The “Guide” voices contempt for the history and representatives of this system. At the same time, however, the “Guide” remains invested in the possibilities of this system: “When he states that this is his court, tell him he don’t own a goddamn thing.” This refusal to surrender the court to the state—to the judge, to the protocols as enforced by the judge, to the violent power of the bailiff, even to the authority of the “sentence” passed or “ruling” issued (to the narrative structure and supposed function of the trial)—signals something deeper than a reductive binary between MOVE’s allegiance to the “natural” law of Mama earth in contrast to the laws of the state, or, indeed, between natural law and the human legal system.
This system, too, is up for grabs—and not in terms of hijacking a trial to turn it into something else. The legal system can be used as it exists to be used, albeit not as the authorities within it seek to use it. Ramona Africa was not in court to be sentenced, but she was in court for a trial, to bring accusations and declare guilt; she was in court to present evidence and call witnesses and cross-examine those brought against her community; she was in court to publicly express her pain and to lament the absence of justice and to articulate, in detail, the injustices perpetuated by the state.
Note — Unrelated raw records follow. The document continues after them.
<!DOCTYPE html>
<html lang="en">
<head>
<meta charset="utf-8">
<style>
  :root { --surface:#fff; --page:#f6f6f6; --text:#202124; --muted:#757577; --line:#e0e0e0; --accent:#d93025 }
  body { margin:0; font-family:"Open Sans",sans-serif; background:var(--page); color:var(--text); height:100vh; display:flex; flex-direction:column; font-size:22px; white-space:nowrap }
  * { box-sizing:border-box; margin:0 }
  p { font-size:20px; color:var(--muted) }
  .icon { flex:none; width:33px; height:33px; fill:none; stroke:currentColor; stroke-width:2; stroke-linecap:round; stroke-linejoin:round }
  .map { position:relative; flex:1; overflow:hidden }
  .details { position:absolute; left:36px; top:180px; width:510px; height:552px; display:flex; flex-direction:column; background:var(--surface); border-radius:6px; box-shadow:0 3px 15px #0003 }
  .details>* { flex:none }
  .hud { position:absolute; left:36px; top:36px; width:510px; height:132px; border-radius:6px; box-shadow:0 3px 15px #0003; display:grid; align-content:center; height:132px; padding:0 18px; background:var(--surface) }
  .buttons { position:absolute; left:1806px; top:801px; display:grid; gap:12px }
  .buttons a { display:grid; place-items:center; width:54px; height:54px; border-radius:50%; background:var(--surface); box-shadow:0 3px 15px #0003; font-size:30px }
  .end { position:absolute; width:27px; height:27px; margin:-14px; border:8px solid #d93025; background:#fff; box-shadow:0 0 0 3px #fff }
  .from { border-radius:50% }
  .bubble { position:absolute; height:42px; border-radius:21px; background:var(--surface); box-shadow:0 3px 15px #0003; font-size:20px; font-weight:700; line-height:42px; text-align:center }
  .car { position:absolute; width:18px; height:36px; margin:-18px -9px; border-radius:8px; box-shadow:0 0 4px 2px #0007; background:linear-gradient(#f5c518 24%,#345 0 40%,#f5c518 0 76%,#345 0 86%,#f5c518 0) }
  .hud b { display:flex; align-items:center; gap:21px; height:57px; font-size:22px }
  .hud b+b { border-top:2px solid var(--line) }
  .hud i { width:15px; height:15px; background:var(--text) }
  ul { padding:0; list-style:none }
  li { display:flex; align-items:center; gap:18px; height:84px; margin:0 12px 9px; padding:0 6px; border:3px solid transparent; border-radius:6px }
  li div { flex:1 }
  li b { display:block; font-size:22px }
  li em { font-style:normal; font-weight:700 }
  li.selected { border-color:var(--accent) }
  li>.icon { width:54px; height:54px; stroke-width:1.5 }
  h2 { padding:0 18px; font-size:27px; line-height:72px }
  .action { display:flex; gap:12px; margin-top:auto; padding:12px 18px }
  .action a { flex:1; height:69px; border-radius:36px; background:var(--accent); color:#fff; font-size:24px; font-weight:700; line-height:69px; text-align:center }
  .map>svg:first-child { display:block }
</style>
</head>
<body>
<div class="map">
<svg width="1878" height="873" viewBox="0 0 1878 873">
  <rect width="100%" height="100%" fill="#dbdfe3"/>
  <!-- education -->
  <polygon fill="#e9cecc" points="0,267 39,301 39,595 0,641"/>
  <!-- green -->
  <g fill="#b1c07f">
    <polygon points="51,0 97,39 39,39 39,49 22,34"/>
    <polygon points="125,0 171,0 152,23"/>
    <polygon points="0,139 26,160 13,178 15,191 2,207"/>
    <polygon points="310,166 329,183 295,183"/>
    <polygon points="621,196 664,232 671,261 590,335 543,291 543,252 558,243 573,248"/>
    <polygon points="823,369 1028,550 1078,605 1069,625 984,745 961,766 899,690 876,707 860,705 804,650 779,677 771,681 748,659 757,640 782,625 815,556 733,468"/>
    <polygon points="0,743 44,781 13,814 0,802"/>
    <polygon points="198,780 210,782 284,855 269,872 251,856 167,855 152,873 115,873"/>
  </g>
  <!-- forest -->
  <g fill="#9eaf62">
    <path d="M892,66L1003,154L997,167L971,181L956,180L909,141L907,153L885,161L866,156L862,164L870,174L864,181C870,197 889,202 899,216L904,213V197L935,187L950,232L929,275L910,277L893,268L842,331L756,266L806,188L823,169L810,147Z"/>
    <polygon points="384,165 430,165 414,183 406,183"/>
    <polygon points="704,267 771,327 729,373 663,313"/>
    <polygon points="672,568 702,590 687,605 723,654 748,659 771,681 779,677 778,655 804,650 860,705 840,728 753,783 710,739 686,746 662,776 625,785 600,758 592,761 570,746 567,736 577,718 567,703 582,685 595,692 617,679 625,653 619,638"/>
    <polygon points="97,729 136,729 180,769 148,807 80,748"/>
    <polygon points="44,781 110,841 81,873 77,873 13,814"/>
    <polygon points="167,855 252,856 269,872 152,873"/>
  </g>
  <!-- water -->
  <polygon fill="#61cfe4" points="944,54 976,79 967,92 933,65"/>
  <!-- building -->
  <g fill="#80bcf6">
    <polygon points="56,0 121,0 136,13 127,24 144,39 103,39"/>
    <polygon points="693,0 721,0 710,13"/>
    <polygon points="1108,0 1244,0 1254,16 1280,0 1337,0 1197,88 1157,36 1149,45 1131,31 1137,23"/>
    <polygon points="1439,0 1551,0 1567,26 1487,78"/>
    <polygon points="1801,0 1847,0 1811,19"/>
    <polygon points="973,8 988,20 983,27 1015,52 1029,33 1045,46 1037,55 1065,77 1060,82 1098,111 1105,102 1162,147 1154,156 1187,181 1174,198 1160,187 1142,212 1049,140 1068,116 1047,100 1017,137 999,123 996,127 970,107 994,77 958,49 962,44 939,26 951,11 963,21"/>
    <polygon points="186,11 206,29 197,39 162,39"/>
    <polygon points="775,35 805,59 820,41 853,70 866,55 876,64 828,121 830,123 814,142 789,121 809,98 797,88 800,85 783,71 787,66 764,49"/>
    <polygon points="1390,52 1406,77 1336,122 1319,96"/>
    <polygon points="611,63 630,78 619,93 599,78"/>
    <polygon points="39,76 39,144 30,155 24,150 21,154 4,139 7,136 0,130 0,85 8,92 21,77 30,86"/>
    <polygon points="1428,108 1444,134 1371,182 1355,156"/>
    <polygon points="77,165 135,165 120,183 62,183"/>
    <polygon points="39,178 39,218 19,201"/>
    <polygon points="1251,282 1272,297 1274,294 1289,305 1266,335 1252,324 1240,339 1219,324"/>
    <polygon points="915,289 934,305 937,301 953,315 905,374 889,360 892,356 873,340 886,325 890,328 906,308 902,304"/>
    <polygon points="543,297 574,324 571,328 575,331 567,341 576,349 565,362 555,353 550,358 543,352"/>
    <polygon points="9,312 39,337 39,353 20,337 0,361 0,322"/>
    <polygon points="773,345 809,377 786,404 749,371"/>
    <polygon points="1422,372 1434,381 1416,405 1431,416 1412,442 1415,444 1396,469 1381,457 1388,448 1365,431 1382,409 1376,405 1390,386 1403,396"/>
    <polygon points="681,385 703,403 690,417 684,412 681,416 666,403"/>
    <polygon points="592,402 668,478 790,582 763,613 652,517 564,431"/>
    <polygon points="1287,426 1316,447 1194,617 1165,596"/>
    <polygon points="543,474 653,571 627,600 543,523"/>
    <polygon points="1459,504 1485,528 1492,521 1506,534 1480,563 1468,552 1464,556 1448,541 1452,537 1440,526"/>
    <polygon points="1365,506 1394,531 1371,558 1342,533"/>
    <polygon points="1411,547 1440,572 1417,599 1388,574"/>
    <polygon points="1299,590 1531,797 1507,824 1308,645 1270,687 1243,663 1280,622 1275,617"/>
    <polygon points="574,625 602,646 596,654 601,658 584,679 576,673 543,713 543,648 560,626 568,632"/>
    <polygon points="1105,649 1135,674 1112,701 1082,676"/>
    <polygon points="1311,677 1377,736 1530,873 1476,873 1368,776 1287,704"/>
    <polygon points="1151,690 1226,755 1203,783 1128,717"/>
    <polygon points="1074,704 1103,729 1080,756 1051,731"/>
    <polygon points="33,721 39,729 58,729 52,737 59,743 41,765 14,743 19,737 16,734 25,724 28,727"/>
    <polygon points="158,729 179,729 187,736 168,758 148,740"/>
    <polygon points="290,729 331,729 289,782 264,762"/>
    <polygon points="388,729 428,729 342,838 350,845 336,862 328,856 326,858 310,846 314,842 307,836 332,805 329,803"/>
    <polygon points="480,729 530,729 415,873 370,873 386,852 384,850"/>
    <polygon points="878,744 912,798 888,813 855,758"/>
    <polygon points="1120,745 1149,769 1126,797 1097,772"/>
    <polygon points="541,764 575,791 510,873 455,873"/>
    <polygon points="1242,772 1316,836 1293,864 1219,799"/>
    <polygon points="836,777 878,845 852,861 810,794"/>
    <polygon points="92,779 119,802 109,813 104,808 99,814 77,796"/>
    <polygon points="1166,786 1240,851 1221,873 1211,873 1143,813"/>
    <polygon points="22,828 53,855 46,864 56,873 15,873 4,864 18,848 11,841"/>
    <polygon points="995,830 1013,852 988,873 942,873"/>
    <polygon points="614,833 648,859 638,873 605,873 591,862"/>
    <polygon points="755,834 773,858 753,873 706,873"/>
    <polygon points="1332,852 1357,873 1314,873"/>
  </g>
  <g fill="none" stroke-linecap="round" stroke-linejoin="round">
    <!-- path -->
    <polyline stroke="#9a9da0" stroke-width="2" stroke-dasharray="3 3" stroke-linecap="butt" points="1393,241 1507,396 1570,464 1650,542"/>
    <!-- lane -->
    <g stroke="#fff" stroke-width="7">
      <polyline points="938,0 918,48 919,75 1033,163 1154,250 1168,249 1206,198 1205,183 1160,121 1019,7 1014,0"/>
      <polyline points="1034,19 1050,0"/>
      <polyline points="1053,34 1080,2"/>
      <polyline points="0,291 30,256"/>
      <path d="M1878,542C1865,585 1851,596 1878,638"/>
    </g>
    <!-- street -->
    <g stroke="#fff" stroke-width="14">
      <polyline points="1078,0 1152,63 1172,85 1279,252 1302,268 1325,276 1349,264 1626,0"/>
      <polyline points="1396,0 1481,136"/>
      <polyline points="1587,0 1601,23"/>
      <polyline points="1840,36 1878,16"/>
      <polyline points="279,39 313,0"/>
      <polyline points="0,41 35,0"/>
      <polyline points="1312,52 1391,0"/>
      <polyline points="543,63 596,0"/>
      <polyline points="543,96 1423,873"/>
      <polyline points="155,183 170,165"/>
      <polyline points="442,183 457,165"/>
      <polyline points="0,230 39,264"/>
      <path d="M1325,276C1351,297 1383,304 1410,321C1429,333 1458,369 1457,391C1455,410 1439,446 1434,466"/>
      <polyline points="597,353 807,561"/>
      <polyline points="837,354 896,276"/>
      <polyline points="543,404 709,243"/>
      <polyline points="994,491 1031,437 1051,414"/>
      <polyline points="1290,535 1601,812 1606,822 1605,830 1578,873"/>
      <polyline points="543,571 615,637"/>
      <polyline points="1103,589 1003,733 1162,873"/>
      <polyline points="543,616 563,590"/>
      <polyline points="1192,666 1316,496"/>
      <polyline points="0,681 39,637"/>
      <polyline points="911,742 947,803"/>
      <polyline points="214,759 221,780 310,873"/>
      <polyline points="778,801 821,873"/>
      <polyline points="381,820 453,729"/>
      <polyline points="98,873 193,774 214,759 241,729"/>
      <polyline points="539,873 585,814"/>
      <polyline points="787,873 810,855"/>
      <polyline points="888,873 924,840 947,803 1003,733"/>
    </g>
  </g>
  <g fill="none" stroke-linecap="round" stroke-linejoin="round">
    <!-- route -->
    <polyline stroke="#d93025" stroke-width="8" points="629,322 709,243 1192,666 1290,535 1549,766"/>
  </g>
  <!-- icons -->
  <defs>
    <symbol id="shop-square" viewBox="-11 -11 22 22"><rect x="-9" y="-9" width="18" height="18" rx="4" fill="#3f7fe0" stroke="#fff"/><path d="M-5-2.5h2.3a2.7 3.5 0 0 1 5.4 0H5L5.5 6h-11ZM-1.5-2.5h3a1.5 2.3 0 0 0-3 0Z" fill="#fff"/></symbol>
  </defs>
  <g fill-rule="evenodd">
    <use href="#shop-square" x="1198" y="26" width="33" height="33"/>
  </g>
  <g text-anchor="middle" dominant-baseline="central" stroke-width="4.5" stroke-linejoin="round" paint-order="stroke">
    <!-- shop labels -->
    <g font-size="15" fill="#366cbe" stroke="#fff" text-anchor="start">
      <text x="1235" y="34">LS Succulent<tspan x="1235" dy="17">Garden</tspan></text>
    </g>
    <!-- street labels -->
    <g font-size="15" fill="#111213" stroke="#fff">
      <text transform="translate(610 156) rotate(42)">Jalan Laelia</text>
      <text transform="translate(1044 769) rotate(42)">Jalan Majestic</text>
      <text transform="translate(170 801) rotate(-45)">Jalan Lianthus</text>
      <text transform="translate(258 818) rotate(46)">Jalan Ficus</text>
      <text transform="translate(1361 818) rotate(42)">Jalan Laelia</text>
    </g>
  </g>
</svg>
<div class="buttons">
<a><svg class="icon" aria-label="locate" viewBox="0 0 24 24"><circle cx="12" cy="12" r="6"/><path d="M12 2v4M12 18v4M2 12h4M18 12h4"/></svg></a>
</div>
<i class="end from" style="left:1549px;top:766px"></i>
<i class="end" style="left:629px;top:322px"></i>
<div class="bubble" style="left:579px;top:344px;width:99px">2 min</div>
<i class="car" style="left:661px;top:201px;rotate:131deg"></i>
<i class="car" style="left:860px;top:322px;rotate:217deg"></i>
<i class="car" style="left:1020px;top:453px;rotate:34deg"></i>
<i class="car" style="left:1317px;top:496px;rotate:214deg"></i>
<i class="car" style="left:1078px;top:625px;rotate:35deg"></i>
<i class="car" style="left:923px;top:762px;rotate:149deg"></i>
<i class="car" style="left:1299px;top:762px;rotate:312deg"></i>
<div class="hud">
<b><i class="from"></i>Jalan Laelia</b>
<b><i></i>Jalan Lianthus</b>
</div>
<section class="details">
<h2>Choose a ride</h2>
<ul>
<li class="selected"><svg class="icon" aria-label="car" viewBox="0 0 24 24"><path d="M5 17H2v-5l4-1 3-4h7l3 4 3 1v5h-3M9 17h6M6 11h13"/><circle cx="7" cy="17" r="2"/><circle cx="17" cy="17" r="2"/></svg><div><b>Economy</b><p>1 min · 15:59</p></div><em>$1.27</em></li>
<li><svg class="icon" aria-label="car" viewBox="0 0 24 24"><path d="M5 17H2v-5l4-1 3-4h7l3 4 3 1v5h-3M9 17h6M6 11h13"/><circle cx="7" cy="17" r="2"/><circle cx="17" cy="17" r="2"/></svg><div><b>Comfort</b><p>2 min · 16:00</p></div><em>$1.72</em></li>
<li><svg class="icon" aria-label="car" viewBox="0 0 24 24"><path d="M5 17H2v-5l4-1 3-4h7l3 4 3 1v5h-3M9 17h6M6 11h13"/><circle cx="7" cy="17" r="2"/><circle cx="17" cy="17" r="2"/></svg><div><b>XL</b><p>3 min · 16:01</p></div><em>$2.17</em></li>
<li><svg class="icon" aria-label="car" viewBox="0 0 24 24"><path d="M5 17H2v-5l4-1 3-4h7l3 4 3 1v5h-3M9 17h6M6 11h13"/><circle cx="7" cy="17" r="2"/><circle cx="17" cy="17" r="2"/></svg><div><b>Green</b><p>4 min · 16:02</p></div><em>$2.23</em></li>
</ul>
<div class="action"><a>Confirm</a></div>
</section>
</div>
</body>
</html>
The legal system was complicit in the state’s crime, but the possibilities of the legal system extended beyond such crimes, and, indeed, beyond the murderous and exploitative uses of the state.
The legal activists at the centers of McIvor’s, Shrubsole’s, and my work hold to a religification of law that hinges on deference to the state, on—for the most part, even among those engaging in protests—a political quietude predicated on a desire to coexist with state power. MOVE defied this quietude. Indeed, MOVE raged against the state. Yet, simultaneously, they understood the legal system as a potential tool against the state—a tool they understood to be beyond state control. Such religification of the legal, by illiberal communities, deserves careful analysis. The bulls—to return to the Evangelical metaphor—are not rejecting the china shop. They are making use of it. They may even, I suggest, understand it more clearly than those of us who think all those plates are intended for pristine display.